Recall Is Not Enough: False Positives and the Limits of Benchmarking
16 April 2026
When a security tool flags dozens of issues but only a small subset are valid, it creates a triage queue that must be processed before reaching the findings that matter.
Detection recall tells you whether a system can find vulnerabilities. It does not tell you the cost of using it. In 2025, that gap became a central bottleneck for teams using AI security tooling in production. This article explains why, and what better measurement infrastructure would look like.
What Is EVMBench and What Does It Measure
EVMBench is a recall benchmark. It provides a curated set of 120 known high-severity vulnerabilities across 40 real audit repositories and measures how many a system detects. This is a genuine contribution: before EVMBench, there was no widely adopted standardized way to compare detection capability across systems on identical codebases at this scale.
However, the structural limitation is precise: EVMBench includes a subset of known vulnerabilities, not the complete set of findings from those audit engagements. To calculate a false positive rate, you need to know everything a system flags, not just whether it found the known items. That data is not in EVMBench.
Curated vulnerability sets are how you build a consistent, reproducible recall test. The limitation is inherent to that design choice, and worth naming clearly because most EVMBench commentary skips it. This limitation has also been discussed in practitioner writeups, for example in recent analysis of AI auditing methodology.

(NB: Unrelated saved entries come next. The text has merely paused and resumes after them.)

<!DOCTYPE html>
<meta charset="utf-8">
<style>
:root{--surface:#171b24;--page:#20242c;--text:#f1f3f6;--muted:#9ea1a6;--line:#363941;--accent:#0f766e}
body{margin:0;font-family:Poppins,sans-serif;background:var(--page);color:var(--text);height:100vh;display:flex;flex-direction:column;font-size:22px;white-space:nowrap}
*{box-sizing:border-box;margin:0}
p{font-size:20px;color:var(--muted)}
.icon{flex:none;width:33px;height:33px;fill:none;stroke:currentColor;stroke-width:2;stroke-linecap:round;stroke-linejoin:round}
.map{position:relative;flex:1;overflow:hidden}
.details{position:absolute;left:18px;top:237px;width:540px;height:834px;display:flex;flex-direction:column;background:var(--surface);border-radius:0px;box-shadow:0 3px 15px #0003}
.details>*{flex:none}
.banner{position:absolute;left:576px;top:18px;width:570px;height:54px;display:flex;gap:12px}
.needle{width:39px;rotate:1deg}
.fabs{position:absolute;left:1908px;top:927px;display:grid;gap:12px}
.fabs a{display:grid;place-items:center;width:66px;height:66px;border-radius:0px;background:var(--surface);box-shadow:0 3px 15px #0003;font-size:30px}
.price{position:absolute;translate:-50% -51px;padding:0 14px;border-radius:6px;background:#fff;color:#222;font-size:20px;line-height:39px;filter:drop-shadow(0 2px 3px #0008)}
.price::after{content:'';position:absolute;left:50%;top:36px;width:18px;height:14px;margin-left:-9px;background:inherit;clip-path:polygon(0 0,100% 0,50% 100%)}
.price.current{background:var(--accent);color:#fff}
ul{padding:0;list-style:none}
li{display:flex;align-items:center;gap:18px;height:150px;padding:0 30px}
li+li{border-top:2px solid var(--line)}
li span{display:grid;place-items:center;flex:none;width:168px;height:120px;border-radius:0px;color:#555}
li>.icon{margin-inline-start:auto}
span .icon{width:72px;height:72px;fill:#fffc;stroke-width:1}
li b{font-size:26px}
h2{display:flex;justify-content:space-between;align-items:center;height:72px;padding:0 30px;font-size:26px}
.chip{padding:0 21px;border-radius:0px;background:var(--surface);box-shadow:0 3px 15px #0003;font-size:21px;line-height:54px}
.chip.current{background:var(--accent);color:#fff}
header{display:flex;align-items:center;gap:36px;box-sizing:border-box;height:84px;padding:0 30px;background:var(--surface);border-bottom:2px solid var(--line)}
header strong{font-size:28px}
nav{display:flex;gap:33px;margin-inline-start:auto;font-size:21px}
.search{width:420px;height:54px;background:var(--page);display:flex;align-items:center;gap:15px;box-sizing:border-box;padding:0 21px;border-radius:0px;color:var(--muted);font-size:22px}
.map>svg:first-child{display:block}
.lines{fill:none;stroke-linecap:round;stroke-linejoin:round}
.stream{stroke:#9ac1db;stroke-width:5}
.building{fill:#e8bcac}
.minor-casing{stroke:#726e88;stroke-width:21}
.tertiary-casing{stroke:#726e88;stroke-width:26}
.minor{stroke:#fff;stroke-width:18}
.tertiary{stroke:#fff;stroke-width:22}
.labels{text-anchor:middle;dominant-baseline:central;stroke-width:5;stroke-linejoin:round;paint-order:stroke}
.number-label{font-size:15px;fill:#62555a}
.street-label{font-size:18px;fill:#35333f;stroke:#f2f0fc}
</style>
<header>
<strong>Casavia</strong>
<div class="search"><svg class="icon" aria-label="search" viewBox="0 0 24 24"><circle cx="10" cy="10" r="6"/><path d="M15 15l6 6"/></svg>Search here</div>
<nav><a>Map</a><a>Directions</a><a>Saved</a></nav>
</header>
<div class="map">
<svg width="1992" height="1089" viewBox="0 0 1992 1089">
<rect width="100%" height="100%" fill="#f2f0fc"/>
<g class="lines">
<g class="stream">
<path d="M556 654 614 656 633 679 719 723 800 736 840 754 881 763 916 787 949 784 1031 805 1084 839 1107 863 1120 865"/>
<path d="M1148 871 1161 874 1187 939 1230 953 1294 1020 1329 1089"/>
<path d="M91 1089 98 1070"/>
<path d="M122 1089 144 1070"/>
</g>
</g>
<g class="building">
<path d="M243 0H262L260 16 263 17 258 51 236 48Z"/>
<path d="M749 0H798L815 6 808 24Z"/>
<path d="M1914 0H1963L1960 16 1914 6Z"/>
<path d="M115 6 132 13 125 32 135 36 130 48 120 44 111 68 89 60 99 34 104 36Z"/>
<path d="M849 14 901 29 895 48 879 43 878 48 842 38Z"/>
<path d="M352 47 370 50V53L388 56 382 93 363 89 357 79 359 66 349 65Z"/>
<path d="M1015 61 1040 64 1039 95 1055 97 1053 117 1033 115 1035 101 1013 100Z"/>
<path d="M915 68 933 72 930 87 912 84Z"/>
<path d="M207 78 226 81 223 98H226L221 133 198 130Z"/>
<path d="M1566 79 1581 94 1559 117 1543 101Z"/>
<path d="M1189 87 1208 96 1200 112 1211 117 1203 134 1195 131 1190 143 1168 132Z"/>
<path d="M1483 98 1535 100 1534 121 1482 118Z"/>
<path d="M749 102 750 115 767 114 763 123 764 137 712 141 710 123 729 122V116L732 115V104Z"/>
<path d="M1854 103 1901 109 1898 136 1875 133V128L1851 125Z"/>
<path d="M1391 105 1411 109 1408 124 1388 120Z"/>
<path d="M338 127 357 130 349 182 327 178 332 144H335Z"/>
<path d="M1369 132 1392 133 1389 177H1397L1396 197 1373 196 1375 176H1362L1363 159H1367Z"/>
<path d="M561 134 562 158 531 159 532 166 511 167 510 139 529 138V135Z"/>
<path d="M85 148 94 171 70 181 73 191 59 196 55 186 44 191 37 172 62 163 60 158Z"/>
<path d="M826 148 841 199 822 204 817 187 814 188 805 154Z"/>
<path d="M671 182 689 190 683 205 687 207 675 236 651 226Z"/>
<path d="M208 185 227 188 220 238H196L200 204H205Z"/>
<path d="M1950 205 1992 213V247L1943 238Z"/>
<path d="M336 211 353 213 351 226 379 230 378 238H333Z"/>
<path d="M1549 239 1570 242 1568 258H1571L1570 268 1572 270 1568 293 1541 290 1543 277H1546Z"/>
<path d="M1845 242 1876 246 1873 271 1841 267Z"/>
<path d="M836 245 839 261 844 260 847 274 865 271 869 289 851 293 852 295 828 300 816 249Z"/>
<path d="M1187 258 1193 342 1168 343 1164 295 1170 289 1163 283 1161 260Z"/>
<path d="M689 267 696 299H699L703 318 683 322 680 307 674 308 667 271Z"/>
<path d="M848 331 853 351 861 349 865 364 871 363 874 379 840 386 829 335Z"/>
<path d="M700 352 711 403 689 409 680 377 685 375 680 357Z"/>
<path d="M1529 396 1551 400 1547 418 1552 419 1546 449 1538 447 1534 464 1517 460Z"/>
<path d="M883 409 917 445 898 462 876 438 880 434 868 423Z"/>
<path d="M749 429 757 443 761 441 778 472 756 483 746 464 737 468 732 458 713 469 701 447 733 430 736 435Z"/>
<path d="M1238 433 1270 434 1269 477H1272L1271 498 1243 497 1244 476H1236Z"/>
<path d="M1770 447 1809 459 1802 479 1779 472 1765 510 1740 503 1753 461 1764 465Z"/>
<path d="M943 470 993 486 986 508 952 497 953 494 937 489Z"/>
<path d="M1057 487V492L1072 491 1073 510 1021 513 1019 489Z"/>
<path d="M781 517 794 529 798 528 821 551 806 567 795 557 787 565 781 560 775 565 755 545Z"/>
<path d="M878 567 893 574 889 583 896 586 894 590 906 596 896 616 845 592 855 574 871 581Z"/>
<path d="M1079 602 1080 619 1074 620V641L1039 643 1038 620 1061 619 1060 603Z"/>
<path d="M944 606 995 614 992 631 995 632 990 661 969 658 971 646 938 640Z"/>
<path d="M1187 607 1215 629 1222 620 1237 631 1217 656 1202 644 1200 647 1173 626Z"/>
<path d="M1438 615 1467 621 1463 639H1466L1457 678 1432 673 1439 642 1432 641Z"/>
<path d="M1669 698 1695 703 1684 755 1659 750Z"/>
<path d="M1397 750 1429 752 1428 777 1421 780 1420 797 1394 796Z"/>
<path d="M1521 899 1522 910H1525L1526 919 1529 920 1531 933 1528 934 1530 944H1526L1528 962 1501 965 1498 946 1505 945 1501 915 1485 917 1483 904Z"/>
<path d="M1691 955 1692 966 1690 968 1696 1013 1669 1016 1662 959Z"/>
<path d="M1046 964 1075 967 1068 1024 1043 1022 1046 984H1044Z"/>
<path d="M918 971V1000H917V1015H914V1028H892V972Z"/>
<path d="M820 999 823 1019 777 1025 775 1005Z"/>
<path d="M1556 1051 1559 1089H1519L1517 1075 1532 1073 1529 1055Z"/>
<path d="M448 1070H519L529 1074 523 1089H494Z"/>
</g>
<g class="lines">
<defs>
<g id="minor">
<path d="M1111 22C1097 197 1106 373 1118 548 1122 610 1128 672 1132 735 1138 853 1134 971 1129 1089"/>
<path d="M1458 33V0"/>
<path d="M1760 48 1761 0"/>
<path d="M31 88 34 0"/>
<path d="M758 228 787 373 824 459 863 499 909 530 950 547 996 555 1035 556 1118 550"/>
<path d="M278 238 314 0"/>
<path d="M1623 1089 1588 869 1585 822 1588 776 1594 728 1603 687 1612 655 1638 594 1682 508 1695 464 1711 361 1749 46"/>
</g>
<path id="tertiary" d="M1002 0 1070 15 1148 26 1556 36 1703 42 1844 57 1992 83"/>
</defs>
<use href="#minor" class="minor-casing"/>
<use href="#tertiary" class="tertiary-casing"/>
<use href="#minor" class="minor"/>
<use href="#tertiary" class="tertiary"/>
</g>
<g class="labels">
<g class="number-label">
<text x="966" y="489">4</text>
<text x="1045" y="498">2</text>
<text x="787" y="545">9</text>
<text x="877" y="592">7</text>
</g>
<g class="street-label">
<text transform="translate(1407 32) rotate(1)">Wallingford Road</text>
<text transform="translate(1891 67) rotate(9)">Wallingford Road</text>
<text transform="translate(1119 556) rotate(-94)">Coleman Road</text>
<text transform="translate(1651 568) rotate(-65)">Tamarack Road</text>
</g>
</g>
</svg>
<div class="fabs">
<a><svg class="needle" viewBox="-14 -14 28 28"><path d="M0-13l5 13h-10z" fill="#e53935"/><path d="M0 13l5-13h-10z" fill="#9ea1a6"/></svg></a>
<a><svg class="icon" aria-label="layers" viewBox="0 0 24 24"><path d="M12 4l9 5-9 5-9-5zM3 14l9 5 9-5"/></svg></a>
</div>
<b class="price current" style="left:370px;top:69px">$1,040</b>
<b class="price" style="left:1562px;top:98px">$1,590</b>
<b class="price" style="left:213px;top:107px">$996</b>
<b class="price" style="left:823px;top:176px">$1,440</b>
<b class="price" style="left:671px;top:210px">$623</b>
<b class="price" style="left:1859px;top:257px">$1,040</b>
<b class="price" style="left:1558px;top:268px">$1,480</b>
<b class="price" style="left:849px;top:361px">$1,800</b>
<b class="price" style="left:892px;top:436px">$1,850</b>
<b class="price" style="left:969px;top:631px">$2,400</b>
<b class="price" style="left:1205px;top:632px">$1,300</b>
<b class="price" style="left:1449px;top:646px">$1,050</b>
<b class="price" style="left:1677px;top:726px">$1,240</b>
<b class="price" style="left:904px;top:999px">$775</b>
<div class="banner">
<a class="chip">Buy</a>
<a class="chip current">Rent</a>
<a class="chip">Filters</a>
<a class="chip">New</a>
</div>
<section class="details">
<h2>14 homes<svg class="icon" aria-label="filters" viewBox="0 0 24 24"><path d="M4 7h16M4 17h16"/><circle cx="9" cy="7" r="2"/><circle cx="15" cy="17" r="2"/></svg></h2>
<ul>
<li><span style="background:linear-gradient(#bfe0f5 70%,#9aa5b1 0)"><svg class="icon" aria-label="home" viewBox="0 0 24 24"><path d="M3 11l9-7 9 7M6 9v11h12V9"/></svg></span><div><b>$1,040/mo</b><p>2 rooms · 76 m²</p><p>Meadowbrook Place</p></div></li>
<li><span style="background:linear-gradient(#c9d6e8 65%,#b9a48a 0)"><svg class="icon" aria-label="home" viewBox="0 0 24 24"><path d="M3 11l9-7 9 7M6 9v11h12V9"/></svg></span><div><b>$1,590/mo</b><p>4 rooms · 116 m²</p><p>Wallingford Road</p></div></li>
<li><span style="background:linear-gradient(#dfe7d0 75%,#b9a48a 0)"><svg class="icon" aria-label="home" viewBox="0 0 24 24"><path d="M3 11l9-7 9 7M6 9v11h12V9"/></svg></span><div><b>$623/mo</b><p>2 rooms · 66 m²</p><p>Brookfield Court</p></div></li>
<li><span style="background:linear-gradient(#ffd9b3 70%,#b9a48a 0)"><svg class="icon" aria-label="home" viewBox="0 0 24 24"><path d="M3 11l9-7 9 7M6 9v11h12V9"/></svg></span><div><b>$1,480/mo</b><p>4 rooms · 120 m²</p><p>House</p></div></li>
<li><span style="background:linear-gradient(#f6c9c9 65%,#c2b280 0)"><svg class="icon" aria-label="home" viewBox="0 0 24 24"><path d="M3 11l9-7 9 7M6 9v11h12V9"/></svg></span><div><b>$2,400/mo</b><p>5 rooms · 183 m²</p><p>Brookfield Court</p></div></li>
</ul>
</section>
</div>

Why Recall Alone Is Not Enough in Security Benchmarks
Early AI security tooling optimized for recall, and recall benchmarks rewarded that. Systems that flagged more findings hit more benchmark items. High recall metrics followed.
In production, those same systems generated output that was difficult to act on. A tool returning dozens of findings per analysis requires significant human effort to triage before any value is extracted. If triage time exceeds the time saved by automated detection, the tool does not fit in the workflow.
By 2025, teams deploying AI security tooling saw the real bottleneck shift. It was no longer whether AI could find vulnerabilities, but whether the output was actionable without generating more work than it saved.
Detection recall is a measure of coverage. Precision is a measure of cost. Teams evaluate on coverage and pay the cost in production. Benchmarks that measure only coverage systematically understate that cost.

Figure 1: EVMBench scores against the inner ring only. Real vulnerabilities outside the benchmark set and false positives flagged by the tool are both invisible to the benchmark.
How Validation Pipelines Reduce Noise in AI Security Tools
AuditAgent includes a validation phase that filters findings before they are surfaced. The validation layer consists of multiple phases, during which each finding is carefully evaluated in context, and any findings that fail validation are removed.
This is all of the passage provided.